*** Supplied material ***

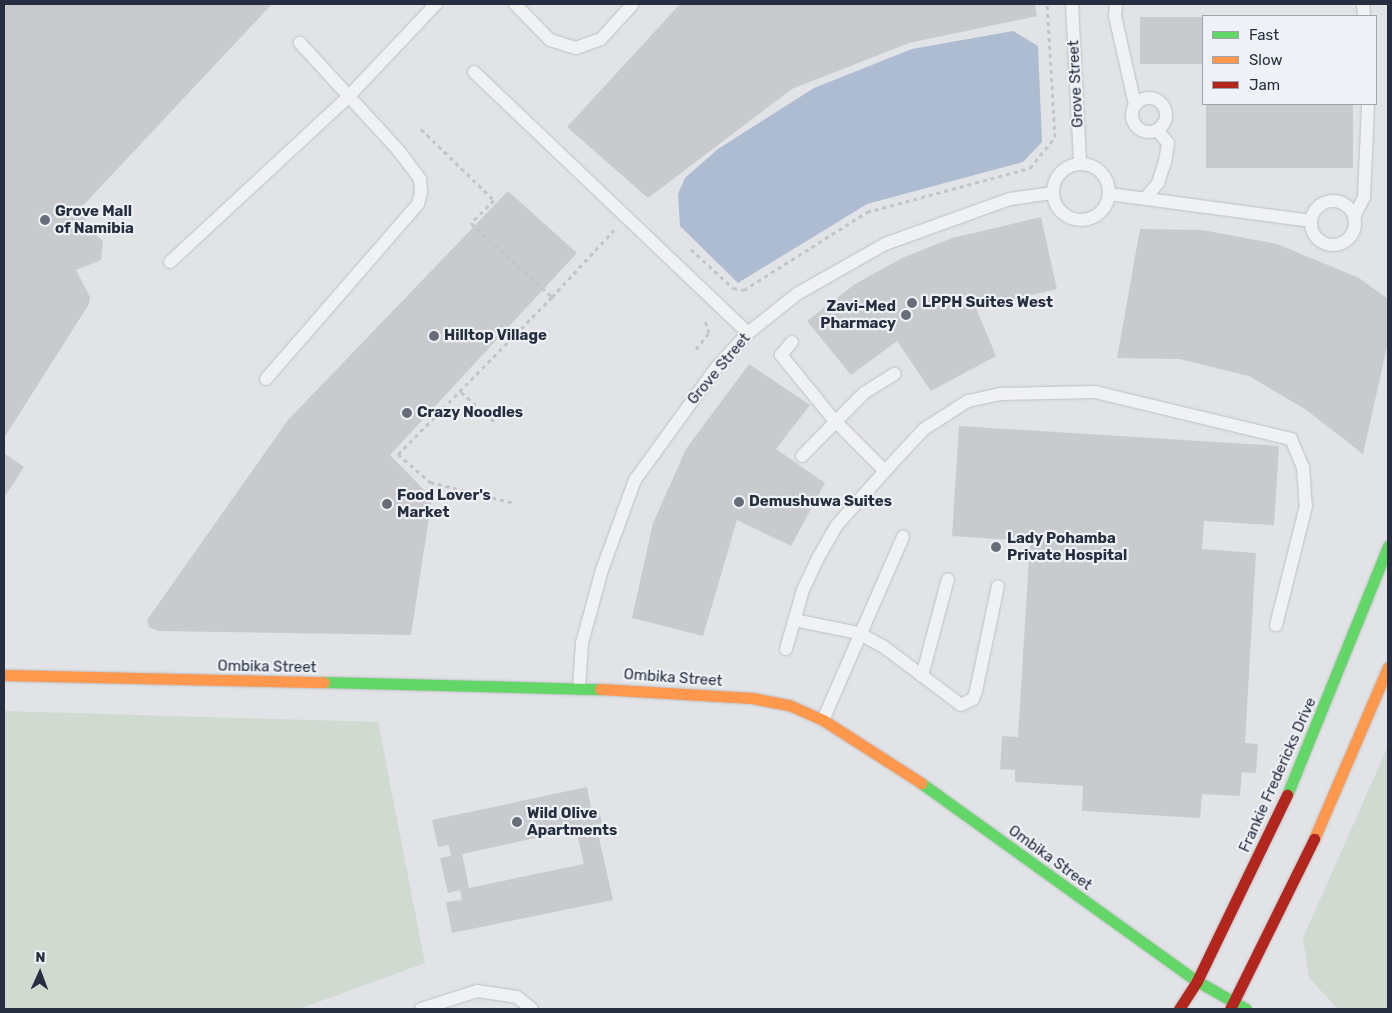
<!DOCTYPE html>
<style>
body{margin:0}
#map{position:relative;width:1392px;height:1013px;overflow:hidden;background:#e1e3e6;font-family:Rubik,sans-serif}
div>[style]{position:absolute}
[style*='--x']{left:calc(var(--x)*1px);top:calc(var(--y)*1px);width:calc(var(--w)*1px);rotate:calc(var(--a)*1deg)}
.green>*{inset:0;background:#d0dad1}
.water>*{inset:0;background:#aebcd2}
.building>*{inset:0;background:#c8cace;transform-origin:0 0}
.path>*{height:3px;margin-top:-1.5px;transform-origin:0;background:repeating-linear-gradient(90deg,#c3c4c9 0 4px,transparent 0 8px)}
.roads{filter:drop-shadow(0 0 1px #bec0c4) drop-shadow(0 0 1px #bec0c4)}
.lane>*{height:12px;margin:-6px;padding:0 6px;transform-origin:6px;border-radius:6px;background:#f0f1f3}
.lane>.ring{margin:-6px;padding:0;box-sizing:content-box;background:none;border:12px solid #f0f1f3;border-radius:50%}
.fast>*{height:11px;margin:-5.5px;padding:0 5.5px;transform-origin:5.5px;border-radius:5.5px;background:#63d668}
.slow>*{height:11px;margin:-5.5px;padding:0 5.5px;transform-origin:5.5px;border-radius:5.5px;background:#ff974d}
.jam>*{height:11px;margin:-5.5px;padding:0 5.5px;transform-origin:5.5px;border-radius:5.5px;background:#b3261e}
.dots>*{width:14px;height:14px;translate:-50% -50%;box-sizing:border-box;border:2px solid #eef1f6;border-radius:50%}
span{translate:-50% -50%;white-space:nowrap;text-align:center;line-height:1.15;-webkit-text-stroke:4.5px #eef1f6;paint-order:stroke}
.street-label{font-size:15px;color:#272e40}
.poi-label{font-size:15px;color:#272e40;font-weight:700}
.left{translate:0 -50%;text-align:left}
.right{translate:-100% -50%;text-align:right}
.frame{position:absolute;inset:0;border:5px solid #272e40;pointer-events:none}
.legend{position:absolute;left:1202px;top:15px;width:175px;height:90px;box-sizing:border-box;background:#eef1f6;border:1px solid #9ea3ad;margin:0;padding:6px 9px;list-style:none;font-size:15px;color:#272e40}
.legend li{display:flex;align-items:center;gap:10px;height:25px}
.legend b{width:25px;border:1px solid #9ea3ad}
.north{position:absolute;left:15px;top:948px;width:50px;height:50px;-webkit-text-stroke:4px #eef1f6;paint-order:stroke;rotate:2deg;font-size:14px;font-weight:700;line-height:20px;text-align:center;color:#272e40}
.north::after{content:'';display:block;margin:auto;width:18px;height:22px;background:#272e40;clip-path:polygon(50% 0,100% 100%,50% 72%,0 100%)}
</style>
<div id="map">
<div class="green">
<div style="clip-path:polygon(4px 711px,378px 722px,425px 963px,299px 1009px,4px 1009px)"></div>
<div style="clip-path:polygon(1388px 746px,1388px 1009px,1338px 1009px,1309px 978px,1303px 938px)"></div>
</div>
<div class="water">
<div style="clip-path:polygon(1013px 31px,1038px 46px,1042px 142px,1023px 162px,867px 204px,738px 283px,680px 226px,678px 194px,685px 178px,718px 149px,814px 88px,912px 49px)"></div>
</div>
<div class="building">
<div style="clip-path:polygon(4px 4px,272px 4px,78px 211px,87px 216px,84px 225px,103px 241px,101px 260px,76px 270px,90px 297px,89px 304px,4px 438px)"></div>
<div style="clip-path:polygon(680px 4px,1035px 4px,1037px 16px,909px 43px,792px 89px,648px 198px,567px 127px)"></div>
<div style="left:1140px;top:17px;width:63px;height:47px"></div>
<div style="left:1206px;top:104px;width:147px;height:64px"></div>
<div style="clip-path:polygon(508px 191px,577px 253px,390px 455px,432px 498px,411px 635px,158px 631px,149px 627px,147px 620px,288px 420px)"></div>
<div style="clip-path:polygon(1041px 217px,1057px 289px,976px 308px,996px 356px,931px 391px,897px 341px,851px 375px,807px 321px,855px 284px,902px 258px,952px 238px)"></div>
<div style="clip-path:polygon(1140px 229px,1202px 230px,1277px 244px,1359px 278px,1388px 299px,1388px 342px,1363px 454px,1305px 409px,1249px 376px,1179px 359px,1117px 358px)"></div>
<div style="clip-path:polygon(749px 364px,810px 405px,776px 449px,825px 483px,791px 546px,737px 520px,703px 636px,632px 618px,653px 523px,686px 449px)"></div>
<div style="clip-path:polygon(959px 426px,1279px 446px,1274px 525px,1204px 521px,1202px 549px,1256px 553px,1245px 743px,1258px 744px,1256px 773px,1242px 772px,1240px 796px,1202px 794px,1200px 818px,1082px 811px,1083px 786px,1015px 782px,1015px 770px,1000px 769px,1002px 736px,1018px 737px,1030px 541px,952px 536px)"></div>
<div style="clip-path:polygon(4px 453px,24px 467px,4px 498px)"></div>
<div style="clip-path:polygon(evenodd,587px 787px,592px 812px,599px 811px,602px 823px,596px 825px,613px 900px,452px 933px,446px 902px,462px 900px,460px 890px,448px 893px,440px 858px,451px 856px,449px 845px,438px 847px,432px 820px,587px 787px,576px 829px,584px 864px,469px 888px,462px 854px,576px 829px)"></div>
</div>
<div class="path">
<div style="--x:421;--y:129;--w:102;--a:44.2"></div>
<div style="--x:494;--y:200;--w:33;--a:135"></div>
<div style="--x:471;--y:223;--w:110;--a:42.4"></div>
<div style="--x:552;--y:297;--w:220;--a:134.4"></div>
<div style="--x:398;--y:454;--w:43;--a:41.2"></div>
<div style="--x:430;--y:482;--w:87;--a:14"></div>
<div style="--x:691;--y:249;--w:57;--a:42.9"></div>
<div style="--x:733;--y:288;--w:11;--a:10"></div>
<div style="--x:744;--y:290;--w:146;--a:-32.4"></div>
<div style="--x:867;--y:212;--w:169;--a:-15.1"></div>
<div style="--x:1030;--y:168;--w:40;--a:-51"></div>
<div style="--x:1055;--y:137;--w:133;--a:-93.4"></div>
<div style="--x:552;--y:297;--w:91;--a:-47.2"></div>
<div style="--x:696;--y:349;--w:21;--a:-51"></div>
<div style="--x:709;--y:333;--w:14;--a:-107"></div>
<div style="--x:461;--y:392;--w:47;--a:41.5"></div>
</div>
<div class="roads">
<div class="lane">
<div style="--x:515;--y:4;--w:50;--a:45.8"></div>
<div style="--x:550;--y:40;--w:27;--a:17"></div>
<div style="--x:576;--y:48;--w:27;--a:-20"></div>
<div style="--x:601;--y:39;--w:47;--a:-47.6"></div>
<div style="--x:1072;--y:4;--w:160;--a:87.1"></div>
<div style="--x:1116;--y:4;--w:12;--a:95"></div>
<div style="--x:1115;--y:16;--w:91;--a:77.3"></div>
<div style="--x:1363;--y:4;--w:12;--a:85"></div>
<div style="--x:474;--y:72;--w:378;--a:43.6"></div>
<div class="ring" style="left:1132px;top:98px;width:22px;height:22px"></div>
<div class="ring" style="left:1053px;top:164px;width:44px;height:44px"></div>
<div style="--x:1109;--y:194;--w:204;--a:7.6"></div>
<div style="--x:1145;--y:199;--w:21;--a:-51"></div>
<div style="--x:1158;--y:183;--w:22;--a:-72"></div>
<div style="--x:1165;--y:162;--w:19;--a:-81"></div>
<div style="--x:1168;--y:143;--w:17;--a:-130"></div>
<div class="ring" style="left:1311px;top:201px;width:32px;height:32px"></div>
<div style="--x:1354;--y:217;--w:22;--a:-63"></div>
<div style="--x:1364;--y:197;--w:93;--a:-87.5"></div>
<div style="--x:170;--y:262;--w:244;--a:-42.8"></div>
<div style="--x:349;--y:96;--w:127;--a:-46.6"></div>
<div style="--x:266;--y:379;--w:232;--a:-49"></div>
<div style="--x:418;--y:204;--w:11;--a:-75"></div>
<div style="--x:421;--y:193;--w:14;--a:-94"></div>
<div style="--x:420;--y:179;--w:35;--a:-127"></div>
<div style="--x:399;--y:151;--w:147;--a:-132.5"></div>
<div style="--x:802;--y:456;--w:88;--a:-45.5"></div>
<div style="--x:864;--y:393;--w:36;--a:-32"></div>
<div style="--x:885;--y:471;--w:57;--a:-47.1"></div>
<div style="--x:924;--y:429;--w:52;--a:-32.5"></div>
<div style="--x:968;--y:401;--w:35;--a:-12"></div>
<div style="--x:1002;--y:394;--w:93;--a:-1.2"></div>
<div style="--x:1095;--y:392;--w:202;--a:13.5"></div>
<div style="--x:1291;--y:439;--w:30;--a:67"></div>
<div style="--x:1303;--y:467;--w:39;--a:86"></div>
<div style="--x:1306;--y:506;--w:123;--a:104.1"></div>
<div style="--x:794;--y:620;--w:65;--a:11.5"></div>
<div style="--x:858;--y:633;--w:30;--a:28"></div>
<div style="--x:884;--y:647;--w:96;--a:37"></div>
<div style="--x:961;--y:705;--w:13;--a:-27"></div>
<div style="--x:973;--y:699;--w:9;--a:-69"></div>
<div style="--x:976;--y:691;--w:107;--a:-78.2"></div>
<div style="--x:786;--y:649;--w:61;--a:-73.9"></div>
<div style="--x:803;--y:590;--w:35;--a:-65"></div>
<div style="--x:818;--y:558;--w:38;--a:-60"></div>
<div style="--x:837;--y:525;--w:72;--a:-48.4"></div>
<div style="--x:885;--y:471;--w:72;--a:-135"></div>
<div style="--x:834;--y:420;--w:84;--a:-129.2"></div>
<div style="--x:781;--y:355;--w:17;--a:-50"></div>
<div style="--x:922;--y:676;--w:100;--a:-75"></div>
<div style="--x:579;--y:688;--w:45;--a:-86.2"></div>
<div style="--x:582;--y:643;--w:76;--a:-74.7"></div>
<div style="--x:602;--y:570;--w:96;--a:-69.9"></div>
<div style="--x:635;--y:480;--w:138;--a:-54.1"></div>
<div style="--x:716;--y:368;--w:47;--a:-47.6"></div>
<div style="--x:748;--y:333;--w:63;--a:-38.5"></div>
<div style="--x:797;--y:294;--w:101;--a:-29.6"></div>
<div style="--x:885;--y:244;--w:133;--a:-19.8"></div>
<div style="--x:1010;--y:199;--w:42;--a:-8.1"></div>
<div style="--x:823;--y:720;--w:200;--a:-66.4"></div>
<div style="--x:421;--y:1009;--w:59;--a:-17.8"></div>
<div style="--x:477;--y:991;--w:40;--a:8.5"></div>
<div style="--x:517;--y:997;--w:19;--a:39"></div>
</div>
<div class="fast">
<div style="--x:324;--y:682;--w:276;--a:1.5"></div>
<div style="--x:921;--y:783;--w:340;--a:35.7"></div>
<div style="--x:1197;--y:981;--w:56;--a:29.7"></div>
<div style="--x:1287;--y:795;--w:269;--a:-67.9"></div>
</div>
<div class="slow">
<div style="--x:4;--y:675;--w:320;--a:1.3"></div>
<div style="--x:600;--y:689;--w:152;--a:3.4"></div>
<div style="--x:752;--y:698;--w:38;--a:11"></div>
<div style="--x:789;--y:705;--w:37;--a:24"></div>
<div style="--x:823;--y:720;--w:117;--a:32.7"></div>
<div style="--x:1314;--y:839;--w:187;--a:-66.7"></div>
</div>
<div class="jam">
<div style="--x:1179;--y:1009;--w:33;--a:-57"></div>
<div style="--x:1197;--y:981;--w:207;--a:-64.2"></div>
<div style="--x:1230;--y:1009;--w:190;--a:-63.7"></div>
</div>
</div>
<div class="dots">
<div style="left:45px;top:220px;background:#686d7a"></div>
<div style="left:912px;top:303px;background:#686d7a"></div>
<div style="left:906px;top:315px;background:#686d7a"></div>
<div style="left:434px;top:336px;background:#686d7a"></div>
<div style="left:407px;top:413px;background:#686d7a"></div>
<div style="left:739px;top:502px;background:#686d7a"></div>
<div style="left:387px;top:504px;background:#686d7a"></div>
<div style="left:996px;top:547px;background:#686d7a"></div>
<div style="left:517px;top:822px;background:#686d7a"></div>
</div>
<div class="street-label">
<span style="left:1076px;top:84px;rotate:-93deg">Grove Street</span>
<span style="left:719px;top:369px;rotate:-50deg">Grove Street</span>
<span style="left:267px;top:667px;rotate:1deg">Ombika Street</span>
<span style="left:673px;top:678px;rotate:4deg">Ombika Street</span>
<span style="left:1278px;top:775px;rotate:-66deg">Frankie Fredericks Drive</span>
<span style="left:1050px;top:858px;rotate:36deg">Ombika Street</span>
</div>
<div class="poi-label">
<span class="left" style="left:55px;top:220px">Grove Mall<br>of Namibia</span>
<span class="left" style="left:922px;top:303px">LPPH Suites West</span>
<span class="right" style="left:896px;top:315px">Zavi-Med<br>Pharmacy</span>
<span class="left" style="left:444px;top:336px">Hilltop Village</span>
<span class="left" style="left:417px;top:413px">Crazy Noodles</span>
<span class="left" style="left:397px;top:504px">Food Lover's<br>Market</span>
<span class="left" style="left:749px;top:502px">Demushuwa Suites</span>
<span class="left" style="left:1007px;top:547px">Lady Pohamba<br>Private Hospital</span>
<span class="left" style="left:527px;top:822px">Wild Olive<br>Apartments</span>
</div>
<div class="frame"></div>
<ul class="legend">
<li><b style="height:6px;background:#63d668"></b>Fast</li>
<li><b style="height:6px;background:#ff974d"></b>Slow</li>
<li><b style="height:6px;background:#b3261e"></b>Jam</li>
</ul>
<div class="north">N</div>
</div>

*** End of Supplied material ***

■ **Task prompt**: Repeat exactly the lines from the first line of the records above through the line containing "0 4px,transparent 0", both included. Leave out the pictures.

■ **Solution**:
<!DOCTYPE html>
<style>
body{margin:0}
#map{position:relative;width:1392px;height:1013px;overflow:hidden;background:#e1e3e6;font-family:Rubik,sans-serif}
div>[style]{position:absolute}
[style*='--x']{left:calc(var(--x)*1px);top:calc(var(--y)*1px);width:calc(var(--w)*1px);rotate:calc(var(--a)*1deg)}
.green>*{inset:0;background:#d0dad1}
.water>*{inset:0;background:#aebcd2}
.building>*{inset:0;background:#c8cace;transform-origin:0 0}
.path>*{height:3px;margin-top:-1.5px;transform-origin:0;background:repeating-linear-gradient(90deg,#c3c4c9 0 4px,transparent 0 8px)}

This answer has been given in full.